» **INPUT RECORDS**
╔══

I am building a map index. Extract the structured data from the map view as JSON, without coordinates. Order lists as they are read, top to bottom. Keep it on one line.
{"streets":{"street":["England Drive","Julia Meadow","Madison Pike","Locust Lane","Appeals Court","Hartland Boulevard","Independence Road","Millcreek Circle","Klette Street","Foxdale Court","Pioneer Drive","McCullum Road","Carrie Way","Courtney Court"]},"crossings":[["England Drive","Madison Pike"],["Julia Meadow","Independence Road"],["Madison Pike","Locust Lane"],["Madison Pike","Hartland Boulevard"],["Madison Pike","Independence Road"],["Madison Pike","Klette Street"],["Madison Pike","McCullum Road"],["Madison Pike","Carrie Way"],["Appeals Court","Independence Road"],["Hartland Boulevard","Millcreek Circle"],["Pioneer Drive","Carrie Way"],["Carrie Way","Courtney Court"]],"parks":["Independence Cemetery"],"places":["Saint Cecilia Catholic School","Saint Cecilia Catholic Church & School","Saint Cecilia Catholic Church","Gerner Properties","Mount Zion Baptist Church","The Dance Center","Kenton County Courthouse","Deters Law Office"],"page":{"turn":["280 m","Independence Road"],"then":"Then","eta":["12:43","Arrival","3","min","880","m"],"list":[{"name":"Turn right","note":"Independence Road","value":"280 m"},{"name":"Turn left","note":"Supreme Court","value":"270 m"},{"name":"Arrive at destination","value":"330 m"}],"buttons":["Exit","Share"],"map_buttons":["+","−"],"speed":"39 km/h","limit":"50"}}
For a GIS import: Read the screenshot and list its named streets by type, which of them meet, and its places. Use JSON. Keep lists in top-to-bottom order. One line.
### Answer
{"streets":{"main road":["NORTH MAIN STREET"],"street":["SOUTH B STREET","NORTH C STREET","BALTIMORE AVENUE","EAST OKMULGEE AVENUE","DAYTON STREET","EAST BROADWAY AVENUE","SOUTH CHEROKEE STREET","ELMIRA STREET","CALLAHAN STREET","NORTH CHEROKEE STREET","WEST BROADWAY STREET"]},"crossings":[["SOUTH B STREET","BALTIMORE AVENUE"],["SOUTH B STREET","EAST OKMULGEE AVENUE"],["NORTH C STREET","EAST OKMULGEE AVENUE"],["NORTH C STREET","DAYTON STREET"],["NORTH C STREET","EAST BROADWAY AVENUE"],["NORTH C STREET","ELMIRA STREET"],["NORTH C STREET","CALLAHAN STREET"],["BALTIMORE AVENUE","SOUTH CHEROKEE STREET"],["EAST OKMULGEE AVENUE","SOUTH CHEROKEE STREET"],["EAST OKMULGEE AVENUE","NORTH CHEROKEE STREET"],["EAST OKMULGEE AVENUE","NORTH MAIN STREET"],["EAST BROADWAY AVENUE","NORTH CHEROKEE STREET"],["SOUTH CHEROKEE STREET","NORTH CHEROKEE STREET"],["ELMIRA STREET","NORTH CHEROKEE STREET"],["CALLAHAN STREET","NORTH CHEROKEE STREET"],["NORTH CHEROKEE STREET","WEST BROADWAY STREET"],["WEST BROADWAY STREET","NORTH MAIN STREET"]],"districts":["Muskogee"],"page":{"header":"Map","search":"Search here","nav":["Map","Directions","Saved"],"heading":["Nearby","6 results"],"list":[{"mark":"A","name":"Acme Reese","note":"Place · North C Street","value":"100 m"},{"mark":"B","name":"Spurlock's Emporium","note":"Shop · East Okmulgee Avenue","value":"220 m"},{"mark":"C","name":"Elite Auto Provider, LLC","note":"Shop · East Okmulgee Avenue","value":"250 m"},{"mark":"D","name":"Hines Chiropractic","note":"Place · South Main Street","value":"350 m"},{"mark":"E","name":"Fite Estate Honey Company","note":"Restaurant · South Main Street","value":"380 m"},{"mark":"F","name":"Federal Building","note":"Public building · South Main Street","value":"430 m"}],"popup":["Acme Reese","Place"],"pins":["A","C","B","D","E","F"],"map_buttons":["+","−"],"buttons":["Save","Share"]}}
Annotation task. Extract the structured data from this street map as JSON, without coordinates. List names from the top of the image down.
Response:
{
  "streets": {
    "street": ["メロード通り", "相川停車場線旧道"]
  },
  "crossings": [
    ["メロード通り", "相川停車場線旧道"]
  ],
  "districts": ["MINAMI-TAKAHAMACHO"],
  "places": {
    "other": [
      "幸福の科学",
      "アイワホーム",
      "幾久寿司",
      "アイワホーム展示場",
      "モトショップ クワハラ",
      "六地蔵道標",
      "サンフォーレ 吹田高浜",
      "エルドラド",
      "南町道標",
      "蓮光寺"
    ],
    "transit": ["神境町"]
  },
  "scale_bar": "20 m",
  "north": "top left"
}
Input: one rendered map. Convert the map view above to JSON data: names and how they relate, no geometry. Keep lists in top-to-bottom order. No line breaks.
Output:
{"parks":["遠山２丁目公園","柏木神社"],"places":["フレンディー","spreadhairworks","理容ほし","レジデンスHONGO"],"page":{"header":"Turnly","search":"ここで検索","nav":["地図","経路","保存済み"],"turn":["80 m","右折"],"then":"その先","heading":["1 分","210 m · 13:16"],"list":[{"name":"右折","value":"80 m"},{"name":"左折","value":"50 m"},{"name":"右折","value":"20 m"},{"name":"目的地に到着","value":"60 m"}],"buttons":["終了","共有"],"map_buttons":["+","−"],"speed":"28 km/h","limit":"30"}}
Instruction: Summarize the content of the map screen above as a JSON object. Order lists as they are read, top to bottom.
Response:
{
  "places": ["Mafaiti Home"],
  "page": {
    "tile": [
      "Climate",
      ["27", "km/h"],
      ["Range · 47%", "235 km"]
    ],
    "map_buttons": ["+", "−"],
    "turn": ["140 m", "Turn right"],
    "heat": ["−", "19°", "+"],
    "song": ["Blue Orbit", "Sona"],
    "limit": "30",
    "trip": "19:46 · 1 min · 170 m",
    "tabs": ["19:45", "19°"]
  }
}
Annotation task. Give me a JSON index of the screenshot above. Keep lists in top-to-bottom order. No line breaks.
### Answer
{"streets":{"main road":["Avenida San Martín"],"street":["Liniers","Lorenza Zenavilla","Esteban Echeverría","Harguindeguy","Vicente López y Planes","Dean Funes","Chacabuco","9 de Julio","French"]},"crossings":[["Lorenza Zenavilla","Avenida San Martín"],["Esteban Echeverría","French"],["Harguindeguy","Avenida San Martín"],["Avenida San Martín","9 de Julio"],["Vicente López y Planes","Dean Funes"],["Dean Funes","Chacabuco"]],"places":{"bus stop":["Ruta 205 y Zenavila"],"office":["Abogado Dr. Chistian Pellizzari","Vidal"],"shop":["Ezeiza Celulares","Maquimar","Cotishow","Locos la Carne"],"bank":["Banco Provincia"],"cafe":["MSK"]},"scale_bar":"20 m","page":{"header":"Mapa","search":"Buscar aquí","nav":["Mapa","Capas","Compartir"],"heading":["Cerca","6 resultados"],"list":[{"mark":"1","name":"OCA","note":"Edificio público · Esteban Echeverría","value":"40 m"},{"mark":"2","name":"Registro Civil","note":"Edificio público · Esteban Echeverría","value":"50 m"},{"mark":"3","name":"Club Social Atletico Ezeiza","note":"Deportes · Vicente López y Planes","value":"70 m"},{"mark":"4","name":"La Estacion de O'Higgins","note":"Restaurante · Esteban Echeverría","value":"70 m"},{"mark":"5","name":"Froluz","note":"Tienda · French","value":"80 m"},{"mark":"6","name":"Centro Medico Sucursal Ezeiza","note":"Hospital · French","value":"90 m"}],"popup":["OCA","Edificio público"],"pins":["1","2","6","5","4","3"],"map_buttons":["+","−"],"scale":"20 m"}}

╚══

» **YOUR OBJECTIVE**
For each line of the entries that includes "JSON", show that line.

» **WRITTEN REPLY**
I am building a map index. Extract the structured data from the map view as JSON, without coordinates. Order lists as they are read, top to bottom. Keep it on one line.
For a GIS import: Read the screenshot and list its named streets by type, which of them meet, and its places. Use JSON. Keep lists in top-to-bottom order. One line.
Annotation task. Extract the structured data from this street map as JSON, without coordinates. List names from the top of the image down.
Input: one rendered map. Convert the map view above to JSON data: names and how they relate, no geometry. Keep lists in top-to-bottom order. No line breaks.
Instruction: Summarize the content of the map screen above as a JSON object. Order lists as they are read, top to bottom.
Annotation task. Give me a JSON index of the screenshot above. Keep lists in top-to-bottom order. No line breaks.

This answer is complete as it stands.